§ What you will do
Everything from the line containing "Annotate the image" through the line containing "Enumerate all labels, markers" in the listing below should be copied exactly, and nothing more.

============

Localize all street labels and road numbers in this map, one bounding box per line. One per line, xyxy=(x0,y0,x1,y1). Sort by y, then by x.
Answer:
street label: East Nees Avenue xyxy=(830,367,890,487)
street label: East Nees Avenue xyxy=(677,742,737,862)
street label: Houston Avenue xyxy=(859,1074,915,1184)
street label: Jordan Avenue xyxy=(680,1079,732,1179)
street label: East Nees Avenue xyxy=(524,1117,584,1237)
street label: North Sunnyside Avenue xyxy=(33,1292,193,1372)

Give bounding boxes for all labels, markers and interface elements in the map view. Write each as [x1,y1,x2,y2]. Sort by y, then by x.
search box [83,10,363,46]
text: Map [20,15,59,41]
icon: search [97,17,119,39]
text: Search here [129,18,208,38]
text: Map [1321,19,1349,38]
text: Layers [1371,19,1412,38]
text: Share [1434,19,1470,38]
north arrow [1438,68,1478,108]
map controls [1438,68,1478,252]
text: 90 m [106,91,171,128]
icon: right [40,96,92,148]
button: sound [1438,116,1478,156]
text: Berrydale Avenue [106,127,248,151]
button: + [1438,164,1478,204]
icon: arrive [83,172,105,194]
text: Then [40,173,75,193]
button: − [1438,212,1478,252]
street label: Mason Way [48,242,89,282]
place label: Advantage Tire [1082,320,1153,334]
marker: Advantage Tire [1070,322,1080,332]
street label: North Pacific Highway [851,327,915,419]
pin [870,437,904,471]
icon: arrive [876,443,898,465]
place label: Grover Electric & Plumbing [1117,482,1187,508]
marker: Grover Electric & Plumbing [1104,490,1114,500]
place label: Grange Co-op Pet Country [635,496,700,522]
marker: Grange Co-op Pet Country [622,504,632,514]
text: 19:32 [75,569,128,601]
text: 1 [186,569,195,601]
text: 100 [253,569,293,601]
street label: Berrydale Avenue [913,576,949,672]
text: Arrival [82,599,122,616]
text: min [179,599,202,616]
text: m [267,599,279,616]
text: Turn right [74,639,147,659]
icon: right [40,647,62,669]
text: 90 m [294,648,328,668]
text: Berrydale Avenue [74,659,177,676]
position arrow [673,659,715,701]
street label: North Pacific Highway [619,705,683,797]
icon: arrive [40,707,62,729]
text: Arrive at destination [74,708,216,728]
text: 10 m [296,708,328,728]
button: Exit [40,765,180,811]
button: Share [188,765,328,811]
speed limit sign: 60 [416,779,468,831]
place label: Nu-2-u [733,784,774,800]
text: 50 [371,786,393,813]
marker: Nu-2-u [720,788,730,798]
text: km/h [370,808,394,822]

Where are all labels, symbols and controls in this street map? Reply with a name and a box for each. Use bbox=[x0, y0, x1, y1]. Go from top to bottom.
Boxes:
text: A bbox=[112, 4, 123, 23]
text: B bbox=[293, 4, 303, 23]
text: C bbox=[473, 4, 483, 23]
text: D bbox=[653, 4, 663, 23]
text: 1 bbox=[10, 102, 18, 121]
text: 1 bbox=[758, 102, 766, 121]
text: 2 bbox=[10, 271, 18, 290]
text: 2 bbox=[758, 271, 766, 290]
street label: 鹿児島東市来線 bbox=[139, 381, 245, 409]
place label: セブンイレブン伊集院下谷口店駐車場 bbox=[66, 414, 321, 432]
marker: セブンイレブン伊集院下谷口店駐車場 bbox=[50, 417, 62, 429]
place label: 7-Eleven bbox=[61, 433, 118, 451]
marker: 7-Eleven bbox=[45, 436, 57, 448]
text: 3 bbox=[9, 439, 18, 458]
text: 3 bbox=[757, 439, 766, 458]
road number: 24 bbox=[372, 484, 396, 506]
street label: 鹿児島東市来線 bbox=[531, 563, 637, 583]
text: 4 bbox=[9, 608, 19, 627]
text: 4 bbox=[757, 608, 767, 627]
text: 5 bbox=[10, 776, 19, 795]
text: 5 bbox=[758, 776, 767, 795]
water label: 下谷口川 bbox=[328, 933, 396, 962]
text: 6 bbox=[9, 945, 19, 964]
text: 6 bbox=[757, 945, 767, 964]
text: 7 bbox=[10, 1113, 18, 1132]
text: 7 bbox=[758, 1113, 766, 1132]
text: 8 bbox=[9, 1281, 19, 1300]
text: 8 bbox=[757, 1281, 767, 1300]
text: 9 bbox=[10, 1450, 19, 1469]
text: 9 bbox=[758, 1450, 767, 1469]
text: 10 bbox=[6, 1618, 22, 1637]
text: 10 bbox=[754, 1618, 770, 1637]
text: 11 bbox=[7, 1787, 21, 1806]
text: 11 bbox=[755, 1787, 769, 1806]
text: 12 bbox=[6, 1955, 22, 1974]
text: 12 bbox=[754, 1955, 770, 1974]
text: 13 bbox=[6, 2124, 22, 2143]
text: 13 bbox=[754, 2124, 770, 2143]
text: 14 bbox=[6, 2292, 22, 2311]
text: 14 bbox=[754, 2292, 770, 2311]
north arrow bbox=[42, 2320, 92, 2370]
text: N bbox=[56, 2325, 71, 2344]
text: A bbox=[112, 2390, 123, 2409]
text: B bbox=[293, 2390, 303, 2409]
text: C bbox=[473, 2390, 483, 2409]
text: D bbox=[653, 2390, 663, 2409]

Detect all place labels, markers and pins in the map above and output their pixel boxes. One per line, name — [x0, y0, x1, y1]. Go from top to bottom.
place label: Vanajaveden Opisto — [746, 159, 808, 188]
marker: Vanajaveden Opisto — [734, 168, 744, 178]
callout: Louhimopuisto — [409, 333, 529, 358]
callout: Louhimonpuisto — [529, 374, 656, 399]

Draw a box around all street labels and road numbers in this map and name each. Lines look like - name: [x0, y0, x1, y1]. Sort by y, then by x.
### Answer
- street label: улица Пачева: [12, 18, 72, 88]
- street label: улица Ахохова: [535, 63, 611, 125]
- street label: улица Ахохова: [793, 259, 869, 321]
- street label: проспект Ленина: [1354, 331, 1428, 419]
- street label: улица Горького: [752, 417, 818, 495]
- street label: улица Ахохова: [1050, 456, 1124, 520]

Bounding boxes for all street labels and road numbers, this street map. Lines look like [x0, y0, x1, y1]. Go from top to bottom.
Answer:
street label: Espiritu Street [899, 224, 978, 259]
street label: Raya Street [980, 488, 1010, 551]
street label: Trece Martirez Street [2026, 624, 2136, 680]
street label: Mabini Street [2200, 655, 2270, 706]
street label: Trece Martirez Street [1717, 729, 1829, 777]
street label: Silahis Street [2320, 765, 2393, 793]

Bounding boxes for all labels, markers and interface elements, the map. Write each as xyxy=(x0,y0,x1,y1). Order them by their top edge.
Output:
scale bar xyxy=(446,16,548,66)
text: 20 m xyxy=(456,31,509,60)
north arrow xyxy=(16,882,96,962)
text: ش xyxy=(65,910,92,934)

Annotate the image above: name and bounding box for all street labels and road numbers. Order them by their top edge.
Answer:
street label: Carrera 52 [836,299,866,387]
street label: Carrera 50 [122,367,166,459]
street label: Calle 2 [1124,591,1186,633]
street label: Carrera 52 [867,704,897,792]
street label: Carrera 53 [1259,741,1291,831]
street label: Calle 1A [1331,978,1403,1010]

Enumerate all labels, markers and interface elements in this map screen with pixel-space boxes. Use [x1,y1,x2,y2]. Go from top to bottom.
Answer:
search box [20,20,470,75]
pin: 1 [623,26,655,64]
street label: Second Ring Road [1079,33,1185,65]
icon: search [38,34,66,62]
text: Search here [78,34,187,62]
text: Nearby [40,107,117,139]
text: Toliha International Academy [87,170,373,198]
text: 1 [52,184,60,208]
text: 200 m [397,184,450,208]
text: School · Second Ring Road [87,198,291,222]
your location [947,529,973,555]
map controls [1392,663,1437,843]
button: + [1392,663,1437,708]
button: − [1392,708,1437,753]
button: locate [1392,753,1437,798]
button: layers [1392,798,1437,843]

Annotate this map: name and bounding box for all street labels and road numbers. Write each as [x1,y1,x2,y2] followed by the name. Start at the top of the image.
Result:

============

§ Completed task
Annotate the image above: name and bounding box for all street labels and road numbers. Order them by their top edge.
Answer:
street label: Carrera 52 [836,299,866,387]
street label: Carrera 50 [122,367,166,459]
street label: Calle 2 [1124,591,1186,633]
street label: Carrera 52 [867,704,897,792]
street label: Carrera 53 [1259,741,1291,831]
street label: Calle 1A [1331,978,1403,1010]

Enumerate all labels, markers and interface elements in this map screen with pixel-space boxes. Use [x1,y1,x2,y2]. Go from top to bottom.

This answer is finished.